Horlo, you apparently aren't aware that WP:CONSENSUS is the bedrock of doing anything at Wikipedia. Read that policy again. You are editing against consensus and are engaged in a slow-motion edit war without any regard for the Wikipedia policies contained within WP:CONSENSUS, WP:BOLD, WP:NPOV, WP:USER, WP:COMMONNAME, and possibly others. Since half and possibly most of the residents of Kiev/Kyiv actually use Russian in the home, then "Kiev" is, indeed, one of the native names of the city. So your arguments against including it in the infobox as a native name are simply not based on fact. And you invite insult through your continued edit warring. Rather than accepting the consensus here on the Talk Page, you simply keep pushing your POV in the article. Your behavior is the kind of behavior that can invite blocks and bans of your editing privileges if you persist in ignoring consensus. --Taivo (talk) 09:13, 22 November 2012 (UTC)
Hello, Taivo, please don't say that I'm not aware of things - that's neither nice nor true. And don't say things like "you invite insult". That kind of behaviour can invite blocks and ban your editing privileges. First, you keep saying that there is a consensus to include russian names in the infoboxes of Ukrainian cities, but you can't give me another reason for it being there. What you're saying is really starting to smell of "we've always done it this way". (look it up). And please don't email friends to agree with you. I've put forth many reasons for the only name here being Kyiv, and you seem to not pay any attention to them. However, I will repeat the most important ones here and now - in the case of some cities in Eastern Ukraine, an older spelling may be more common in English - for example Dnipropetrovsk may still appear in some history texts as Dnepropetrovsk. To avoid confusion, the russian translation should definitely be included. However, in this case, the name of the article is Kiev, the older spelling, throughout the article the spelling Kiev is used, and the russian form is given in the first sentence. There can be no confusion that this article is called Kiev. Second, you keep saying that a lot of people in Kyiv speak russian. How is that in any way important here? This is the English wikipedia. What is important is what English speakers expect to see and learn. The name of the city is Kyiv. According to the internet, most English speakers will see it as Kiev. The logical conclusion: the article will for now be titled "Kiev", and the name in the infobox will be "Kyiv". Thanks, Horlo (talk) 09:18, 23 November 2012 (UTC)

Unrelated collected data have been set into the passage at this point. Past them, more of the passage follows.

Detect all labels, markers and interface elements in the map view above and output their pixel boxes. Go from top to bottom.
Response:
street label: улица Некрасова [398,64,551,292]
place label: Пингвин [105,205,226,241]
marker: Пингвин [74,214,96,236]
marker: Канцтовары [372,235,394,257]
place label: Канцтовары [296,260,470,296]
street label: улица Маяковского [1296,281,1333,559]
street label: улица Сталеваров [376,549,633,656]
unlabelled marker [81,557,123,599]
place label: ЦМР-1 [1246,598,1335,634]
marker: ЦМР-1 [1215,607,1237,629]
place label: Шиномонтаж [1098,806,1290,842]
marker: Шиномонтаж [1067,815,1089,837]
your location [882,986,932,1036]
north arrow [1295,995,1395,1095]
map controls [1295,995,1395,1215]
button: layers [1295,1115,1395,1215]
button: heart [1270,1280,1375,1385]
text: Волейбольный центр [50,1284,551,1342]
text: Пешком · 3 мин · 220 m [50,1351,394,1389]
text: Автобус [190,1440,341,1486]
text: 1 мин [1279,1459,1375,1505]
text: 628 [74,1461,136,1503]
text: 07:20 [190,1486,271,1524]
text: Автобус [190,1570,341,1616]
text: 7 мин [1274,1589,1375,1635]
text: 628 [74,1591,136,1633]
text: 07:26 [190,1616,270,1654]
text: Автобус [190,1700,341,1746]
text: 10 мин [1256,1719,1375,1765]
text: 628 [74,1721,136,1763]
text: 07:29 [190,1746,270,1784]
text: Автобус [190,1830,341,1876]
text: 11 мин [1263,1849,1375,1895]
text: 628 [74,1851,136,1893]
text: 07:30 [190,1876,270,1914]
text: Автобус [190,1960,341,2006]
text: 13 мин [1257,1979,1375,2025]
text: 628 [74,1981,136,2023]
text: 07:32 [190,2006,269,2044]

Horlo, the question we are discussing here isn't the name of the article or whether "Kiev" occurs in the text, it is only whether or not "Kiev" with its Cyrillic spelling occurs in the infobox, so don't confuse the issues. The only argument you have put forward to support your claim that the Russian variant should not occur in the infobox is that "Kyiv" is the official name. That's the only argument you have made and the only argument that you continue to make. But that's not what we put in the infobox under "native name". The native name is the name(s) used by the people who live there. Sometimes there is only one native name listed because virtually all the inhabitants of a place speak one language and thus it's an easy matter to decide what to put in the box. But in the case of Kiev, there are two native languages spoken in the city by large portions of the population. About 70% of Kiev's inhabitants speak Russian at home, the rest speak Ukrainian in the home. Thus, it's a simple argument to make to include both native names in the infobox.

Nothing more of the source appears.